Your pulmonologist measures your lung function using different tests. Collectively these tests are called pulmonary function tests (PFTs). The three basic parts are:
- Spirometry
- Lung volumes
- Diffusing capacity
Spirometry is the easiest to perform. You basically take a full breath in and then blast out a maximal breath as hard and fast as you can until you are totally empty (at last six seconds of exhalation). This measures the flow of air as a function of your lung volumes and we generate a flow-volume loop. The most important measurement for following IPF is the Forced Vital Capacity or FVC. This measures the total amount of air you can exhale from the top of a full breath. As IPF progresses the FVC declines.
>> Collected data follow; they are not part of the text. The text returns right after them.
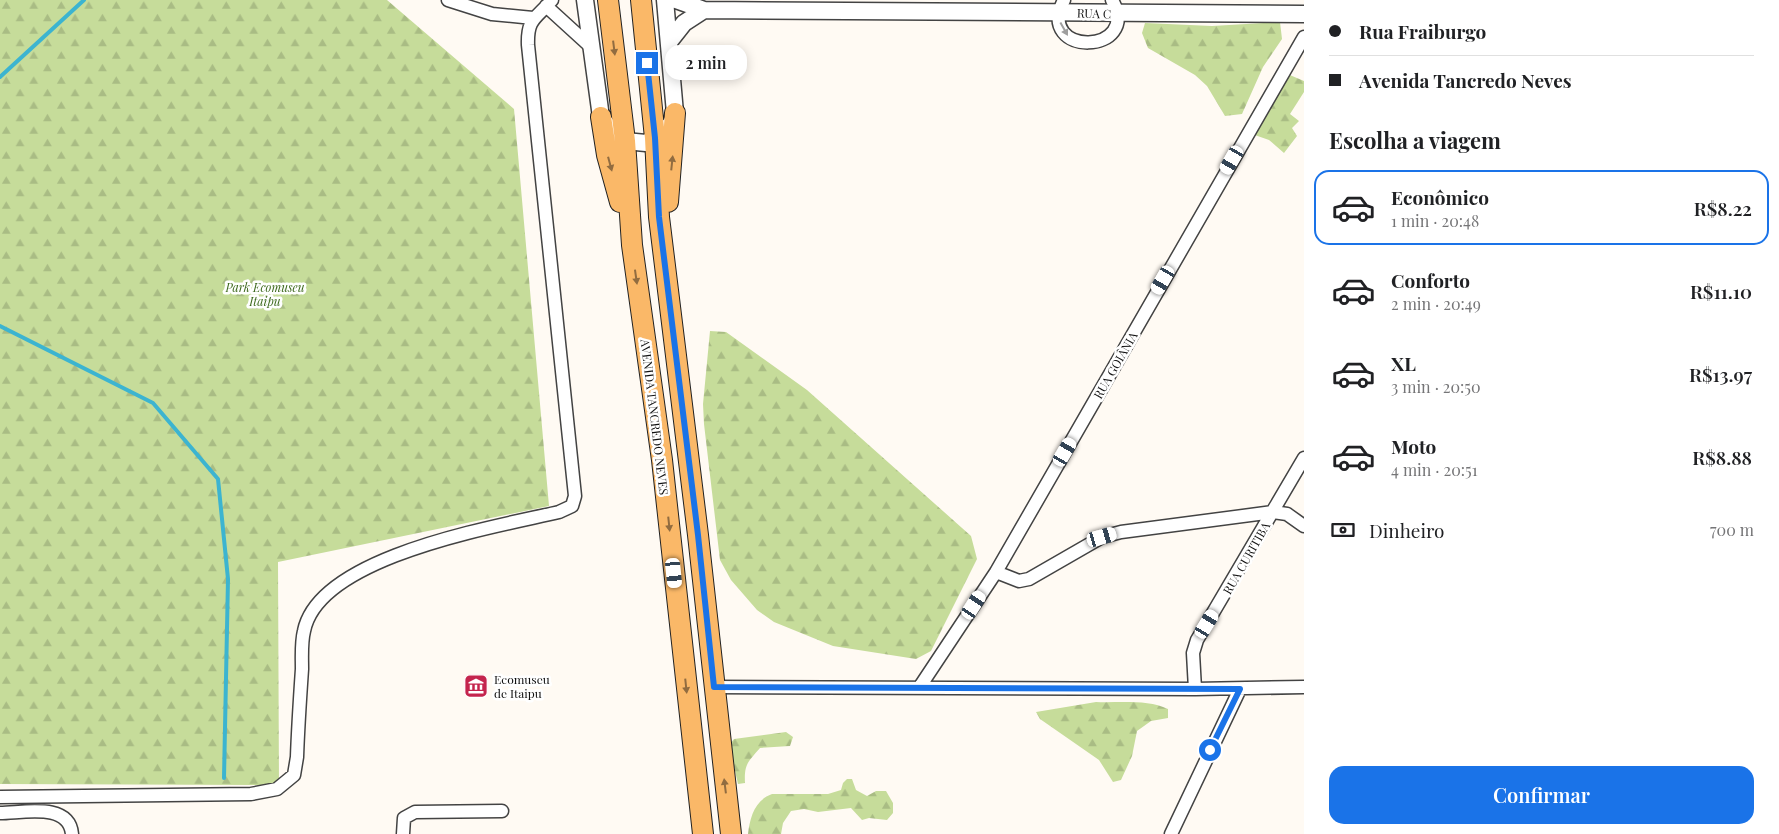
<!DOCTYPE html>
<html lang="pt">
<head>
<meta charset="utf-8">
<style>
  :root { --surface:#fff; --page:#f2f2f2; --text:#202124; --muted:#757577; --line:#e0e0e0; --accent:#1a73e8 }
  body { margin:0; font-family:"Playfair Display",serif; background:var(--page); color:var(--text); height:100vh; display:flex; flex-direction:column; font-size:19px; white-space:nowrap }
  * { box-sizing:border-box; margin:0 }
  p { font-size:16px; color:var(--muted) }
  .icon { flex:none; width:28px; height:28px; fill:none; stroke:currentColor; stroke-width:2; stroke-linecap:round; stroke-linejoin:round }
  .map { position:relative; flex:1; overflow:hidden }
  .side { display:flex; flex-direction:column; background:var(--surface); width:475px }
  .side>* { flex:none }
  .guide { display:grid; align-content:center; height:110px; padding:0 25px; background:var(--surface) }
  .end { position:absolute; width:22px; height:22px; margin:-11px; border:6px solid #1a73e8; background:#fff; box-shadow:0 0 0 2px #fff }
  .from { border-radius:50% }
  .bubble { position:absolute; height:35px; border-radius:15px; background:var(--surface); box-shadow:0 2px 12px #0003; font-size:16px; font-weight:600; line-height:35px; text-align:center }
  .car { position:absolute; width:15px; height:30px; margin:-15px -8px; border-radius:6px; box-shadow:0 0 4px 1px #0007; background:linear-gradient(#fff 24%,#345 0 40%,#fff 0 76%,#345 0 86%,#fff 0) }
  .guide b { display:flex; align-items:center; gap:18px; height:48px; font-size:19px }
  .guide b+b { border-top:1px solid var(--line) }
  .guide i { width:12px; height:12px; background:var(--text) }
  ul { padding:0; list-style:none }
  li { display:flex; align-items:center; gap:15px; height:75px; margin:0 10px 8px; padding:0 15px; border:2px solid transparent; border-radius:15px }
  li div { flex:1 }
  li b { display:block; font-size:19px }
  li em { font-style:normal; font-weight:600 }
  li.on { border-color:var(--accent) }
  li>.icon { width:45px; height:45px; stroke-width:1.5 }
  h2 { padding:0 25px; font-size:22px; line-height:60px }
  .pay { display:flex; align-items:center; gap:12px; height:55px; padding:0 25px; font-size:19px }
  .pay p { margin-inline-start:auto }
  .action { display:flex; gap:10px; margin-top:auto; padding:10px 25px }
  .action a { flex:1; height:58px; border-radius:15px; background:var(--accent); color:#fff; font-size:20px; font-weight:600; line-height:58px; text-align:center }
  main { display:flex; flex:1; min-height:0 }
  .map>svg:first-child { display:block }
</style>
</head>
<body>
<main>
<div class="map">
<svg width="1304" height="834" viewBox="0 0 1304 834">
  <defs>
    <pattern id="forest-firs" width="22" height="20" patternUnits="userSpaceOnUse" patternTransform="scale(1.25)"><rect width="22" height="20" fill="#c6dc9a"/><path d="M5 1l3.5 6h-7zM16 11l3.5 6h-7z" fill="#a9bc84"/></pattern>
  </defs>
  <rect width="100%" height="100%" fill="#fffaf3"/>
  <!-- forest -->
  <path fill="url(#forest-firs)" d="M0 0H387L514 109 549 506 278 562 279 785 0 784Z
    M1280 22 1282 39 1263 67 1242 114 1225 116 1207 86 1195 75 1148 48 1142 33 1145 23 1212 26Z
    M1285 73 1304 81V92L1290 114 1299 121 1292 128 1297 136 1284 153 1269 140 1249 133Z
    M710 331 726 332 807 390 971 536 977 559 931 651 916 659 833 646 774 622 757 610 731 580 720 560 704 424 703 404Z
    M1096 702C1119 703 1147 699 1168 709V718L1151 721 1137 731 1132 756 1121 780 1113 782 1099 760 1040 719 1036 712Z
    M786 732 793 737 790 746 760 748C748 762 744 764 745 783L738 784 729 745 734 739Z
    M847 779H852L856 790 867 796 876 791H886L893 803V813L887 820 869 818 862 820 851 808 818 812 804 809 791 811 783 823 781 834H748C750 817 755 800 772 794H828L841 790 843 783Z"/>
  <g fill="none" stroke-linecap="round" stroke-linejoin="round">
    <!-- stream -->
    <path stroke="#3cb4d0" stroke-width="4" d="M0 77 84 0
      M0 326 153 403 218 479 228 579 224 778"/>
    <!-- minor casing -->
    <g stroke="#434343" stroke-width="15">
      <path id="minor" d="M448 0 492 14 533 18
        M1064 0C1034 58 1143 55 1112 0
        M546 6 591 47
        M996 572 1019 581 1029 579 1102 537 1121 532 1273 512 1287 514 1304 526
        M714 687 1195 689 1304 687
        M919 688 996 572 1304 37
        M1195 689 1193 653 1197 640 1304 458
        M0 797 251 794 277 789 294 775 297 757C298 728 300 698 302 669 302 657 301 643 304 631 319 556 495 527 559 512L572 506 575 496 528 45C527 18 536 19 552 0
        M0 813C23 813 69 802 72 834
        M403 834 404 818 415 812 502 811
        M1171 834 1240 689"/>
    </g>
    <!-- tertiary casing -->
    <g stroke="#434343" stroke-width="19">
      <path id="tertiary" d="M585 0 601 117 613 133 625 141 646 143 655 138 671 124 675 113 665 0
        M676 0 704 10 1304 14
        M669 42 684 23 704 10"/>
    </g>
    <!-- primary casing -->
    <g stroke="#212121" stroke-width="22">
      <path id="primary" d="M608 0 625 141 632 245 662 460 703 834
        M641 0 655 138 659 217 698 535 731 834
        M601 117 607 155 620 202
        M668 202 675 113"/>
    </g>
    <!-- minor -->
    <use href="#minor" stroke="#fff" stroke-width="12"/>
    <!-- tertiary -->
    <use href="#tertiary" stroke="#fff" stroke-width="16"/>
    <!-- primary -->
    <use href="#primary" stroke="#fab868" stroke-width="20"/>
  </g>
  <!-- one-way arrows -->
  <defs><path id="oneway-solid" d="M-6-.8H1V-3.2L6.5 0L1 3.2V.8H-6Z" transform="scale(1.25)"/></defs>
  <use fill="#9f9f9f" href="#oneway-solid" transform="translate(1064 29) rotate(61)"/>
  <g fill="#916c40">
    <use href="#oneway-solid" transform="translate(614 48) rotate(83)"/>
    <use href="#oneway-solid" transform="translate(672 163) rotate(-84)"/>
    <use href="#oneway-solid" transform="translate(610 164) rotate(75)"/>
    <use href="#oneway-solid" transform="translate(636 277) rotate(82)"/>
    <use href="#oneway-solid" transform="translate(669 524) rotate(84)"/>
    <use href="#oneway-solid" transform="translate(686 686) rotate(84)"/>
    <use href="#oneway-solid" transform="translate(725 786) rotate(-97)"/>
  </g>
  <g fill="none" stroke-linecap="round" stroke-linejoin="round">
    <!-- route -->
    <path stroke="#1a73e8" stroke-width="6" d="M647 63 655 138 659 217 698 535 714 687 1240 689 1210 750"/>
  </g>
  <!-- icons -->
  <defs>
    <g id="museum-square" transform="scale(1.25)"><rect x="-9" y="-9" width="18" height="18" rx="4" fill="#c4244d" stroke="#fff"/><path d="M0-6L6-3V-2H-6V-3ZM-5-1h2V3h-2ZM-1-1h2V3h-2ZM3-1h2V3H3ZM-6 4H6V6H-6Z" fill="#fff"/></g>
  </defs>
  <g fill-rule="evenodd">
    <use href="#museum-square" x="476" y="686"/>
  </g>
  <g text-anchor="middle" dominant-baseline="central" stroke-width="5" stroke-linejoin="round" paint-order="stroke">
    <!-- street labels -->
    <g font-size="12" fill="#101010" stroke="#fff">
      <text transform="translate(1094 13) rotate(2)">RUA C</text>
      <text transform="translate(1115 365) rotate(-60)">RUA GOIÂNIA</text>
      <text transform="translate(655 417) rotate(83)">AVENIDA TANCREDO NEVES</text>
      <text transform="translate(1246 558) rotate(-60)">RUA CURITIBA</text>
    </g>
    <!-- park labels -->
    <g font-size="12" font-style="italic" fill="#3e6a1e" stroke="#fff">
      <text x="265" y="287">Park Ecomuseu<tspan x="265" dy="14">Itaipu</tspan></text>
    </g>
    <!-- poi labels -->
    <g font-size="12" fill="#101010" stroke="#fff" text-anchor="start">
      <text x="494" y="679">Ecomuseu<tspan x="494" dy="14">de Itaipu</tspan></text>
    </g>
  </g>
</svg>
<i class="end from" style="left:1210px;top:750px"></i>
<i class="end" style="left:647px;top:63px"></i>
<div class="bubble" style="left:665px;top:45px;width:82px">2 min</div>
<i class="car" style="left:1232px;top:160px;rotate:210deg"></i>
<i class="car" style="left:1163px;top:280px;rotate:210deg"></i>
<i class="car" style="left:1065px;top:452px;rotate:30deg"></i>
<i class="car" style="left:1102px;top:537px;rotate:74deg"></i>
<i class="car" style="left:674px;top:573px;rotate:174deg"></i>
<i class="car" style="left:974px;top:605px;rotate:33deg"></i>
<i class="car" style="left:1207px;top:624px;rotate:31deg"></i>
</div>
<section class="side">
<div class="guide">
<b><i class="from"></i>Rua Fraiburgo</b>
<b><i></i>Avenida Tancredo Neves</b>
</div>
<h2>Escolha a viagem</h2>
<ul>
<li class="on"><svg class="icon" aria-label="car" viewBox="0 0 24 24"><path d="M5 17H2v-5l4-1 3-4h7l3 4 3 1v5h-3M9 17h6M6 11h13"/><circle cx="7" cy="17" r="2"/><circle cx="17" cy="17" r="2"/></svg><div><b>Econômico</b><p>1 min · 20:48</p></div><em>R$8.22</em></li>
<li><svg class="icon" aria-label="car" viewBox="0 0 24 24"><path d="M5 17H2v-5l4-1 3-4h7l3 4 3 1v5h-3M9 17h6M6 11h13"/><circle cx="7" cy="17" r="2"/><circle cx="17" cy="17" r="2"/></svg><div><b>Conforto</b><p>2 min · 20:49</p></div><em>R$11.10</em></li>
<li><svg class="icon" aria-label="car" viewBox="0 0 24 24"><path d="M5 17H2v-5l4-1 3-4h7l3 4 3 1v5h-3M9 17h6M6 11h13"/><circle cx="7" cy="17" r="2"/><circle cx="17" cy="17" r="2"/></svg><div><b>XL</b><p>3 min · 20:50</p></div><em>R$13.97</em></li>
<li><svg class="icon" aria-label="car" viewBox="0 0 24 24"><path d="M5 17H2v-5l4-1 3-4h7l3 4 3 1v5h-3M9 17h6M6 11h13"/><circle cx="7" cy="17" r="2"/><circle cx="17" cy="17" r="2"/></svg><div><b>Moto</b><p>4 min · 20:51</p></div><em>R$8.88</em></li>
</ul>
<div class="pay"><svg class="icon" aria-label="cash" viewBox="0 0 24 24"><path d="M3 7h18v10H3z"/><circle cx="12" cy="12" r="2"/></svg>Dinheiro<p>700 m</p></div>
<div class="action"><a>Confirmar</a></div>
</section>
</main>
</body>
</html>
Lung volumes are performed either with a plethysmograph (looks like an old-fashioned phone booth). Alternatively, the test may be done using a dilutional gas method. I prefer the former. When measured with the plethysmograph we can precisely measure the amount of gas (air) in your lungs. As IPF progresses the lung volume (total lung capacity-TLC) declines. This measurement is similar to FVC but takes longer. Hence, we use FVC more often.
Diffusing Capacity is a measure of the movement of gas across the membranes of the lungs. The measurement is affected by how much blood you have in your lungs and any barriers to gas exchange. Diffusing capacity decreases as IPF progresses.
What does it mean if one of the tests is stable and the other is getting worse? This is a common scenario. In my experience we often see the FVC or TLC (lung volume) stabilize over time but the diffusing capacity continues to decline. When I see the diffusing capacity dropping out of proportion to the FVC or TLC I worry about the development of pulmonary hypertension.